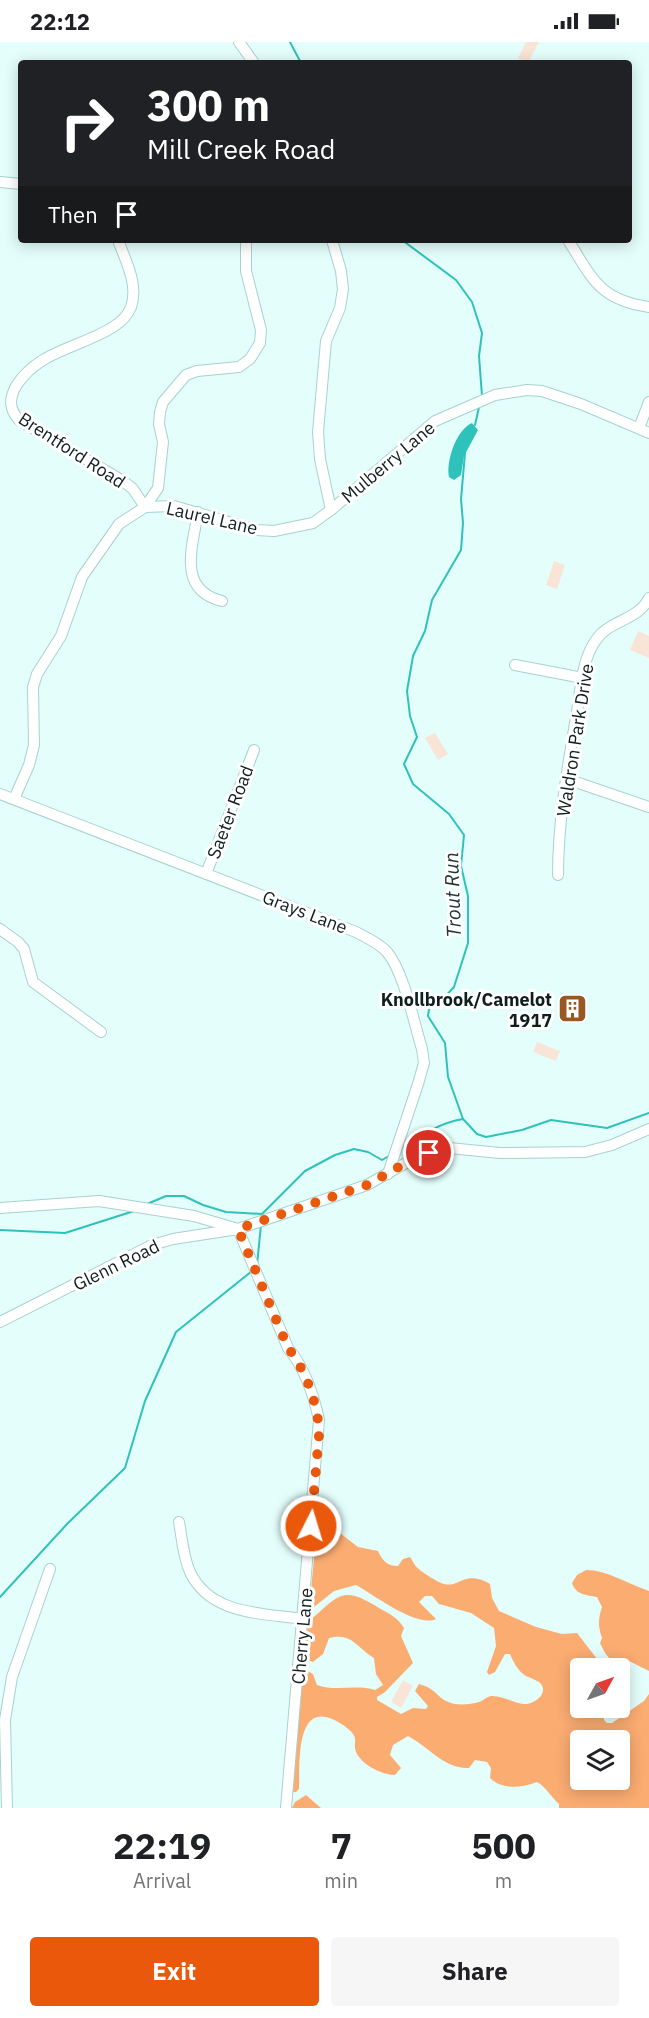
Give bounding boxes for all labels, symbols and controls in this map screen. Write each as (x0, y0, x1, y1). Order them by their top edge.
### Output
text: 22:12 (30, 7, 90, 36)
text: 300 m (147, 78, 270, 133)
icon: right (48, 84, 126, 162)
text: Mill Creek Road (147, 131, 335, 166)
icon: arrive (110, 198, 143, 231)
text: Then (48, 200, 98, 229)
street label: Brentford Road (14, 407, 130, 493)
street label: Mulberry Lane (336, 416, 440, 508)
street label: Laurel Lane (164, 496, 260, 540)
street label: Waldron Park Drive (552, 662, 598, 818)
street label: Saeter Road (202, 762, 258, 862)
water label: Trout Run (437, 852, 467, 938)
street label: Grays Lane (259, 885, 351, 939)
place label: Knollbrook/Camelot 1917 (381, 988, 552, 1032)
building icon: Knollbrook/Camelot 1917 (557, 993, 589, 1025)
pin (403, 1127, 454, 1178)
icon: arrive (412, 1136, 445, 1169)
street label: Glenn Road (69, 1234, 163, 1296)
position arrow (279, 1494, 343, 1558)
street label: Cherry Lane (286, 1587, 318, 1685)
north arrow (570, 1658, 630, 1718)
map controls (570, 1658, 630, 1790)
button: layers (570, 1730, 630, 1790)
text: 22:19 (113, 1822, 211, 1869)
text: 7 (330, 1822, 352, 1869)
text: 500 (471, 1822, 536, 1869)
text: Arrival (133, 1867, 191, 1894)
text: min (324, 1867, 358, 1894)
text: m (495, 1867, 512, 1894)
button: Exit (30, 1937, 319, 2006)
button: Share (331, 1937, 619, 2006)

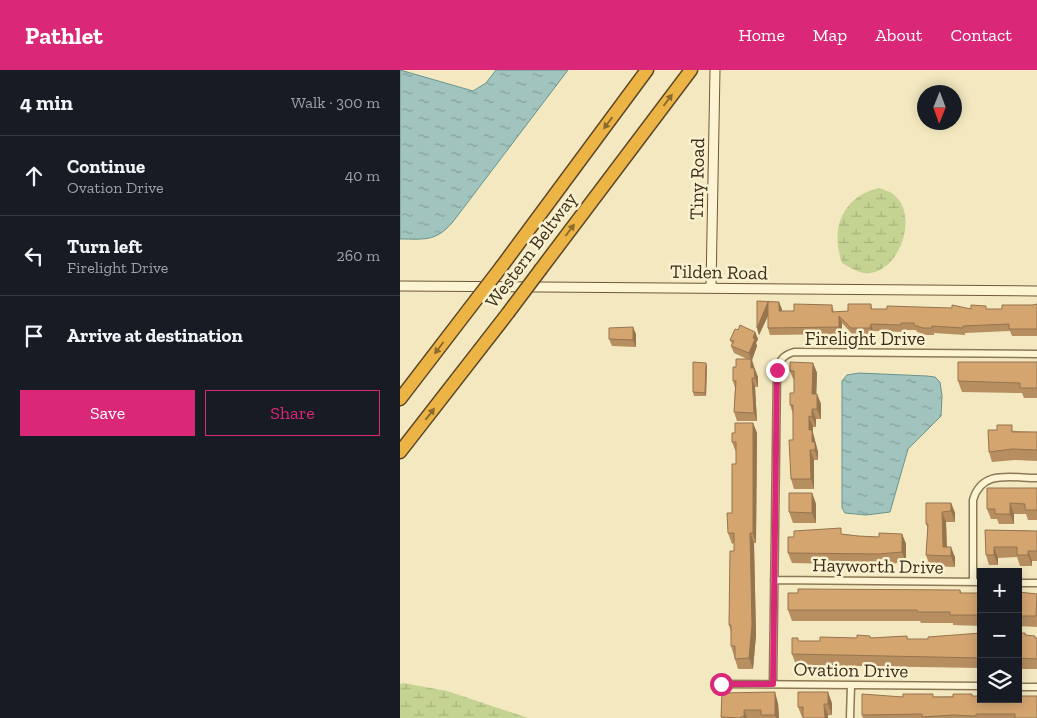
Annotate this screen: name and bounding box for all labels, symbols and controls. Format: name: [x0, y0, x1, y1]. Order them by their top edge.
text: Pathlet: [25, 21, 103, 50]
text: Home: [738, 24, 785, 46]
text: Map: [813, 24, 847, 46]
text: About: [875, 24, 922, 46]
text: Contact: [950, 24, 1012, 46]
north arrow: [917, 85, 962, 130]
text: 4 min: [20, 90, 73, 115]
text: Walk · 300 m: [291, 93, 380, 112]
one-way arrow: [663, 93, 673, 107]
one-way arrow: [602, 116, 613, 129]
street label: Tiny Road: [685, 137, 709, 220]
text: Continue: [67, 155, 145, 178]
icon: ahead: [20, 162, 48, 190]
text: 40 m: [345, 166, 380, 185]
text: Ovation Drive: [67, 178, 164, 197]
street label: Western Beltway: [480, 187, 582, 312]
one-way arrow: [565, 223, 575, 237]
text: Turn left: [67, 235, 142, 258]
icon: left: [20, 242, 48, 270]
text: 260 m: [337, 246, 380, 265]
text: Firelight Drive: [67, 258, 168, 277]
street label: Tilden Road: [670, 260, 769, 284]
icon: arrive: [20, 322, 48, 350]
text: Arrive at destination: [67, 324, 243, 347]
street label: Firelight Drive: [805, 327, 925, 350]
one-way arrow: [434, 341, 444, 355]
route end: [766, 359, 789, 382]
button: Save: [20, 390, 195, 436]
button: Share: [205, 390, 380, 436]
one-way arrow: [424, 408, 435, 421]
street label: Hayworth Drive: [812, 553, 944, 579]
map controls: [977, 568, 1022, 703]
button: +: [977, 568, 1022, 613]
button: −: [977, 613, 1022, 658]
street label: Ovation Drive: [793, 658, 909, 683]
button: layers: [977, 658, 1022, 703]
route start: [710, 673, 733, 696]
· · · · ·
Could you copy the listing above exactly, without its pictures?

§ RESULT FOR THIS EXERCISE
Give bounding boxes for all labels, symbols and controls in this map screen. Write each as (x0, y0, x1, y1). Order them by their top edge.
### Output
text: 22:12 (30, 7, 90, 36)
text: 300 m (147, 78, 270, 133)
icon: right (48, 84, 126, 162)
text: Mill Creek Road (147, 131, 335, 166)
icon: arrive (110, 198, 143, 231)
text: Then (48, 200, 98, 229)
street label: Brentford Road (14, 407, 130, 493)
street label: Mulberry Lane (336, 416, 440, 508)
street label: Laurel Lane (164, 496, 260, 540)
street label: Waldron Park Drive (552, 662, 598, 818)
street label: Saeter Road (202, 762, 258, 862)
water label: Trout Run (437, 852, 467, 938)
street label: Grays Lane (259, 885, 351, 939)
place label: Knollbrook/Camelot 1917 (381, 988, 552, 1032)
building icon: Knollbrook/Camelot 1917 (557, 993, 589, 1025)
pin (403, 1127, 454, 1178)
icon: arrive (412, 1136, 445, 1169)
street label: Glenn Road (69, 1234, 163, 1296)
position arrow (279, 1494, 343, 1558)
street label: Cherry Lane (286, 1587, 318, 1685)
north arrow (570, 1658, 630, 1718)
map controls (570, 1658, 630, 1790)
button: layers (570, 1730, 630, 1790)
text: 22:19 (113, 1822, 211, 1869)
text: 7 (330, 1822, 352, 1869)
text: 500 (471, 1822, 536, 1869)
text: Arrival (133, 1867, 191, 1894)
text: min (324, 1867, 358, 1894)
text: m (495, 1867, 512, 1894)
button: Exit (30, 1937, 319, 2006)
button: Share (331, 1937, 619, 2006)

Annotate this screen: name and bounding box for all labels, symbols and controls. Format: name: [x0, y0, x1, y1]. Order them by their top edge.
text: Pathlet: [25, 21, 103, 50]
text: Home: [738, 24, 785, 46]
text: Map: [813, 24, 847, 46]
text: About: [875, 24, 922, 46]
text: Contact: [950, 24, 1012, 46]
north arrow: [917, 85, 962, 130]
text: 4 min: [20, 90, 73, 115]
text: Walk · 300 m: [291, 93, 380, 112]
one-way arrow: [663, 93, 673, 107]
one-way arrow: [602, 116, 613, 129]
street label: Tiny Road: [685, 137, 709, 220]
text: Continue: [67, 155, 145, 178]
icon: ahead: [20, 162, 48, 190]
text: 40 m: [345, 166, 380, 185]
text: Ovation Drive: [67, 178, 164, 197]
street label: Western Beltway: [480, 187, 582, 312]
one-way arrow: [565, 223, 575, 237]
text: Turn left: [67, 235, 142, 258]
icon: left: [20, 242, 48, 270]
text: 260 m: [337, 246, 380, 265]
text: Firelight Drive: [67, 258, 168, 277]
street label: Tilden Road: [670, 260, 769, 284]
icon: arrive: [20, 322, 48, 350]
text: Arrive at destination: [67, 324, 243, 347]
street label: Firelight Drive: [805, 327, 925, 350]
one-way arrow: [434, 341, 444, 355]
route end: [766, 359, 789, 382]
button: Save: [20, 390, 195, 436]
button: Share: [205, 390, 380, 436]
one-way arrow: [424, 408, 435, 421]
street label: Hayworth Drive: [812, 553, 944, 579]
map controls: [977, 568, 1022, 703]
button: +: [977, 568, 1022, 613]
button: −: [977, 613, 1022, 658]
street label: Ovation Drive: [793, 658, 909, 683]
button: layers: [977, 658, 1022, 703]
route start: [710, 673, 733, 696]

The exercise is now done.